Our study has several limitations, primarily that this was a single center study with a small sample size. Given the relatively low incidence of craniosynostosis, a multi-institutional collaboration may generate a more robust cohort. We are also limited by the surface level data that is provided by 3D photogrammetry when establishing anthropometric landmarks for both IFA and cranial regions. With our technique, our landmarks are placed on the surface of multiple layers of soft tissue as opposed to directly on the target bony landmark, which may decrease the accuracy of our estimates. For example, our methodology of IFA generation is based on that described by Kellogg et al ⁷ but adapted to surface landmarks identifiable on 3D photogrammetry. Specifically, we identify the most anterior sagittal point and the bilateral SONs to generate this angle, rather than using CT data as previously described.

Additionally, while our regional cranial growth measurements align with expected post-therapy phenotypic changes in patients with MC, our methodology did not correct for age-related head growth.
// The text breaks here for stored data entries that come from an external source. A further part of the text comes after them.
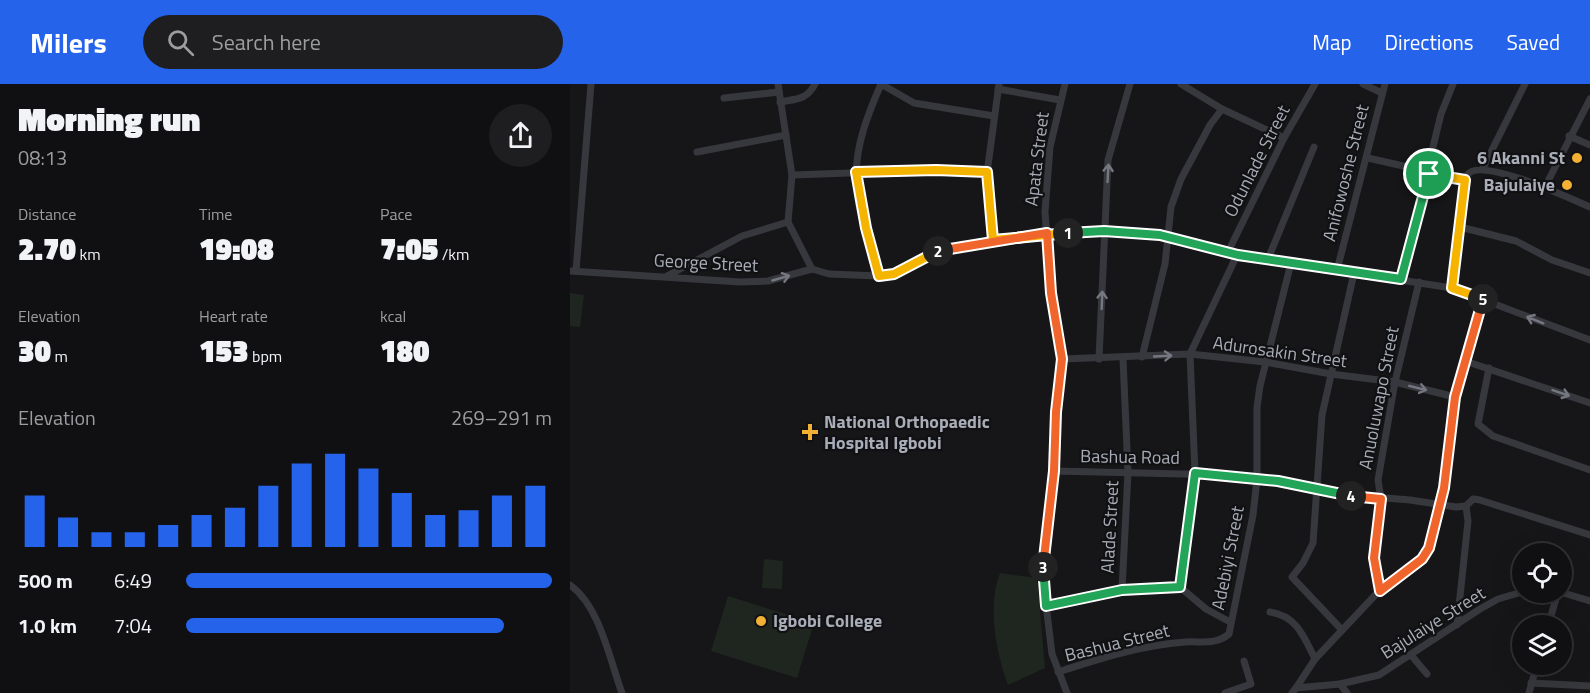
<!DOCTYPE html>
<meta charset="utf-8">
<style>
body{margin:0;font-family:"Titillium Web",sans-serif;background:#1e1e20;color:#f1f3f6;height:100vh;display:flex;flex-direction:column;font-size:22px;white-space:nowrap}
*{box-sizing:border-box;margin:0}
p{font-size:20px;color:#9c9d9f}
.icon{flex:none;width:33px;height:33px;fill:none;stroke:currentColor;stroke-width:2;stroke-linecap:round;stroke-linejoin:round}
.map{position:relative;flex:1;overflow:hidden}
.drawer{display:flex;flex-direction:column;background:#101012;width:570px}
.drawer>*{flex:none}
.controls{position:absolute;left:942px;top:459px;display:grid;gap:12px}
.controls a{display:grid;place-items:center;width:60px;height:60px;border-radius:50%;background:#101012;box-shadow:0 6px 24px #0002,0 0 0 2px #303032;font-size:30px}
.pin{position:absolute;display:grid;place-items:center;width:51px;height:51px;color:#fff;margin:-26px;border:3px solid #fff;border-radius:50%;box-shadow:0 2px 6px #0007}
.km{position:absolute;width:30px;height:30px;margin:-15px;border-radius:50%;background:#222;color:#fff;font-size:16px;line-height:30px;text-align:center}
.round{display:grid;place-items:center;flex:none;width:63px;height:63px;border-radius:32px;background:#1e1e20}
.head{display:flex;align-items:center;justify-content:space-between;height:102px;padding:0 18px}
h1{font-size:33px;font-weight:800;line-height:45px}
.figures{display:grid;grid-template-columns:repeat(3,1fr);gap:9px;height:102px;padding:6px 18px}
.figures div{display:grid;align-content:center}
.figures b{font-size:30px;font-weight:800}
.figures small{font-size:16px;font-weight:400}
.figures p{font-size:16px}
.chart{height:168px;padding:12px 18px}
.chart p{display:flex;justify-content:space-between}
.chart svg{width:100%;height:108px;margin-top:6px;stroke:#2563eb;stroke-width:6}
ul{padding:0 18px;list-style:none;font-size:20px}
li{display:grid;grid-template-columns:96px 72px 1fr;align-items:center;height:45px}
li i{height:15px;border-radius:8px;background:#2563eb}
header{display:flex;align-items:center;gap:36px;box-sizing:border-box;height:84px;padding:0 30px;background:#2563eb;color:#fff}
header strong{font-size:28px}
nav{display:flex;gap:33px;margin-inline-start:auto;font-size:21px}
.search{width:420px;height:54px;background:#1e1e20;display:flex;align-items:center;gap:15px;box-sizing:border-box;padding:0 21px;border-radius:33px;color:#9c9d9f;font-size:22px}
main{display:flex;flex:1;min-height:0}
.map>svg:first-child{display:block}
.green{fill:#1e261f}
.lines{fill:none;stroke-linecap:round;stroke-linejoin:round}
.minor{stroke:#37383d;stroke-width:7}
.oneway{stroke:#757881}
.split-1-casing{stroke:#fff;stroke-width:12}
.split-2-casing{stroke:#fff;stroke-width:12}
.split-3-casing{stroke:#fff;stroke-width:12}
.split-4-casing{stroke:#fff;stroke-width:12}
.split-5-casing{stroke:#fff;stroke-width:12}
.split-6-casing{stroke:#fff;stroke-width:12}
.split-1{stroke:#22a559;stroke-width:8}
.split-2{stroke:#f5b400;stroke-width:8}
.split-3{stroke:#f0652b;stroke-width:8}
.split-4{stroke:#22a559;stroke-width:8}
.split-5{stroke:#f0652b;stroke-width:8}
.split-6{stroke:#f5b400;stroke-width:8}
.poi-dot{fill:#f2b134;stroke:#111113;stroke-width:2}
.labels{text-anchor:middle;stroke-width:4.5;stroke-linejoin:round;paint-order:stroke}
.poi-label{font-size:18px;font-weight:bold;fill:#a8adb8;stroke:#111113;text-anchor:end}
.street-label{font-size:18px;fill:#a8adb8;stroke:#111113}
</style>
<header>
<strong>Milers</strong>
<div class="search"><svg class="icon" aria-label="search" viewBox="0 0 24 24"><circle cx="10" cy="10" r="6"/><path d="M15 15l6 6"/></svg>Search here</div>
<nav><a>Map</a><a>Directions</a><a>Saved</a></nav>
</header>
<main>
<section class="drawer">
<div class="head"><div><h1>Morning run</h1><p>08:13</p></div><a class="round"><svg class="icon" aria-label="share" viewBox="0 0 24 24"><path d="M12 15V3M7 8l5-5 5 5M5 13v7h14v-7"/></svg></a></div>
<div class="figures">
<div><p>Distance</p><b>2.70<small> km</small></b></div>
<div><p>Time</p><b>19:08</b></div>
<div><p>Pace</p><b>7:05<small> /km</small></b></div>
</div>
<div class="figures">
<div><p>Elevation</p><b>30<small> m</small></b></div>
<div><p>Heart rate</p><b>153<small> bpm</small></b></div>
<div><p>kcal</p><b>180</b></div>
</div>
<div class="chart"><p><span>Elevation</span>269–291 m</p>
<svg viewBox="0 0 160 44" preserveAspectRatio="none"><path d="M5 44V23M15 44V32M25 44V38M35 44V38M45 44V35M55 44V31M65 44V28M75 44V19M85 44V10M95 44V6M105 44V12M115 44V22M125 44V31M135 44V29M145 44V23M155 44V19"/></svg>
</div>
<ul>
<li><b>500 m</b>6:49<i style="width:100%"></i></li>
<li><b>1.0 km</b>7:04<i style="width:87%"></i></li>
</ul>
</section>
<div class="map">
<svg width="1020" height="609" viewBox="0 0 1020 609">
<rect width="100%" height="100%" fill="#161618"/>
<g class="green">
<path d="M0,209L14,211L10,243L0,242Z"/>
<path d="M194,475L213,477L212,505L192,504Z"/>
<path d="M430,489L467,494L475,584L438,601C426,569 417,522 430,489Z"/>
<path d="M158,512L244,539L227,594L141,567Z"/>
</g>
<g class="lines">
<g class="minor">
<path d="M208,0L222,91L218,138L242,185"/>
<path d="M311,0L344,19L424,32"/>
<path d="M495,0L480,63L475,128L481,209L492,275L473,496L482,570L497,609"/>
<path d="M611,0L652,25L714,54"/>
<path d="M793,0L812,9"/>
<path d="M428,5L490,16"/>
<path d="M154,14L209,8"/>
<path d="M210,18C226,15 237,16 245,0"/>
<path d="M999,52L1020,61"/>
<path d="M127,68L216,51"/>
<path d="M798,74L895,96"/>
<path d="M913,84L955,0"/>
<path d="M222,91L366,86L417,89"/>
<path d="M975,103L1020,15"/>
<path d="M890,143L946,157L982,176L1020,189"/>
<path d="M423,156L417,89L429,0"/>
<path d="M658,168L714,54L745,0"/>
<path d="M698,175L744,63"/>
<path d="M767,186L815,0"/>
<path d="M0,187L170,198L198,197L242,185L259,190L309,192L324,190L363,168L477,149L534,148L590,151L667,171L882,204L1020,256"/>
<path d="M6,187L21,0"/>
<path d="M97,192L172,152L218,138"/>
<path d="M309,192C301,165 285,121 286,93C286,60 298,30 311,0"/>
<path d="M831,195L871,30L883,0"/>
<path d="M882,204C885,184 889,100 898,90C912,73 1001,115 1020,123"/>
<path d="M572,273L595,180L601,123L611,95L640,41L652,25"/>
<path d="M492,275L620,270L695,278L761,290L825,298L885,313"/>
<path d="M529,275L538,76L560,0"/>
<path d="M895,277L1020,319"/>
<path d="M919,284L908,340L923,352L1020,386"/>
<path d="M484,387L655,391L708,397L779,411L840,416L886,423L896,422L903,415L910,416L1020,451"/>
<path d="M0,501C30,522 40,577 52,609"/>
<path d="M610,503L625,389L620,270L667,171"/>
<path d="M552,506L558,388L553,275"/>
<path d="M809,507L804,484L811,415L808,396L825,298L849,198"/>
<path d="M990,508L1020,517"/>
<path d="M476,521L552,506L610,503L636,525L660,538"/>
<path d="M700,528C727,532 734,553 745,575"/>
<path d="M887,541L898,437L896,422"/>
<path d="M978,542L988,508"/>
<path d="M772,546L722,493L733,479L743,459L752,331L784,189"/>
<path d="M841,571L857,590"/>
<path d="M488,588C528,575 572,561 615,558C631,557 646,561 659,550L683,431L687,395V323L690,302L721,179"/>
<path d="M961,599L1020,602"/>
<path d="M770,600L777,609"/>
<path d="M726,604L745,575L809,507L852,475L859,464L874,404L885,313L913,215"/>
<path d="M655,609L681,600L674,577"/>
<path d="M722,609L726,604L770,600L809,591L910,525L928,515L952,508"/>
<path d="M959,609L967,580"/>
</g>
</g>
<defs><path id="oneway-shaft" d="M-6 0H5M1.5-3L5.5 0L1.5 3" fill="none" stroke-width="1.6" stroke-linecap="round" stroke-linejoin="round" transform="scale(1.5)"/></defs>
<g class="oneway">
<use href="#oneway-shaft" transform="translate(538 89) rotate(-87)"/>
<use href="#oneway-shaft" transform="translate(211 194) rotate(-16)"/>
<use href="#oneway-shaft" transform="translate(532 216) rotate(-88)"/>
<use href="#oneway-shaft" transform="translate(965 236) rotate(-158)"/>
<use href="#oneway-shaft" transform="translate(593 272) rotate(-3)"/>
<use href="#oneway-shaft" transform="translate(848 304) rotate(14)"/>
<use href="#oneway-shaft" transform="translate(991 309) rotate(19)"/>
</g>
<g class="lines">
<g class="split-1-casing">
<path id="split-1" d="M498,149L534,147L590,151L668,171L831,195L859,90"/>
</g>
<g class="split-2-casing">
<path id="split-2" d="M368,167L324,190L309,192L296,144L286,88L366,86L417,88L423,156L498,149"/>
</g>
<g class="split-3-casing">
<path id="split-3" d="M368,167L477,149L481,209L492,275L486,328L484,387L473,483"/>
</g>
<g class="split-4-casing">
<path id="split-4" d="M473,483L476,522L552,506L610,503L625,389L708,397L781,412"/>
</g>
<g class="split-5-casing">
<path id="split-5" d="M781,412L811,415L804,474L810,507L852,475L859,464L874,404L885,313L913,215"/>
</g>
<g class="split-6-casing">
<path id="split-6" d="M859,90L895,96L882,204L913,215"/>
</g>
<use href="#split-1" class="split-1"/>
<use href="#split-2" class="split-2"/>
<use href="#split-3" class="split-3"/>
<use href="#split-4" class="split-4"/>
<use href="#split-5" class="split-5"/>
<use href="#split-6" class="split-6"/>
</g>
<g class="poi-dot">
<circle cx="1007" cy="74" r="6"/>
<circle cx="997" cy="101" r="6"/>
<path d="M237 339h6v6h6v6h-6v6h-6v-6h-6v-6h6z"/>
<circle cx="191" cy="537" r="6"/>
</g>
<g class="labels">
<g class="poi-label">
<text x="995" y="80">6 Akanni St</text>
<text x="985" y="107">Bajulaiye</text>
<text x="254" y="344" text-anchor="start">National Orthopaedic<tspan x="254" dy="21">Hospital Igbobi</tspan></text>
<text x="203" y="543" text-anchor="start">Igbobi College</text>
</g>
<g class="street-label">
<text transform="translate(467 75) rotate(-83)" y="6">Apata Street</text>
<text transform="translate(687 77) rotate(-63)" y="6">Odunlade Street</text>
<text transform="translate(776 89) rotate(-76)" y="6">Anifowoshe Street</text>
<text transform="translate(136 179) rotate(3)" y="6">George Street</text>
<text transform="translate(710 268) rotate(8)" y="6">Adurosakin Street</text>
<text transform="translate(809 314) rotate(-79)" y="6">Anuoluwapo Street</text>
<text transform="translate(560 373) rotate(1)" y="6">Bashua Road</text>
<text transform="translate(540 443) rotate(-87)" y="6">Alade Street</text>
<text transform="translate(658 474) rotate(-79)" y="6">Adebiyi Street</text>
<text transform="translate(863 539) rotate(-32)" y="6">Bajulaiye Street</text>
<text transform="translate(547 559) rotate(-14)" y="6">Bashua Street</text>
</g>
</g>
</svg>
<div class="controls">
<a><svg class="icon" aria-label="locate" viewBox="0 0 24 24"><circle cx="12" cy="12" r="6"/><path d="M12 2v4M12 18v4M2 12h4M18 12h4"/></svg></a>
<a><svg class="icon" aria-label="layers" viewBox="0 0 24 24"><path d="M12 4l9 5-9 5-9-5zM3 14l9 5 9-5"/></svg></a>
</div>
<div class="pin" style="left:859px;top:90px;background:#1e9e55"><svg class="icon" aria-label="arrive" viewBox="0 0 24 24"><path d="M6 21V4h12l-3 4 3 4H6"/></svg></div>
<b class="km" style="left:498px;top:149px">1</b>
<b class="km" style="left:368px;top:167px">2</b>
<b class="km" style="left:473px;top:483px">3</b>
<b class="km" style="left:781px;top:412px">4</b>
<b class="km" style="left:913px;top:215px">5</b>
</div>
</main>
Furthermore, our limited rate of success coupled with a low kappa statistic may be related to our small cohort size as well as the raters’ bias due to the subjective metrics used to determine successful therapy. Long-term follow up may give greater insight into further evolution of fronto-temporal regional changes through cranial maturity. Likewise, future studies may consider querying the parent-reported subjective assessment of treatment success as patient-reported outcomes are important for any type of surgery.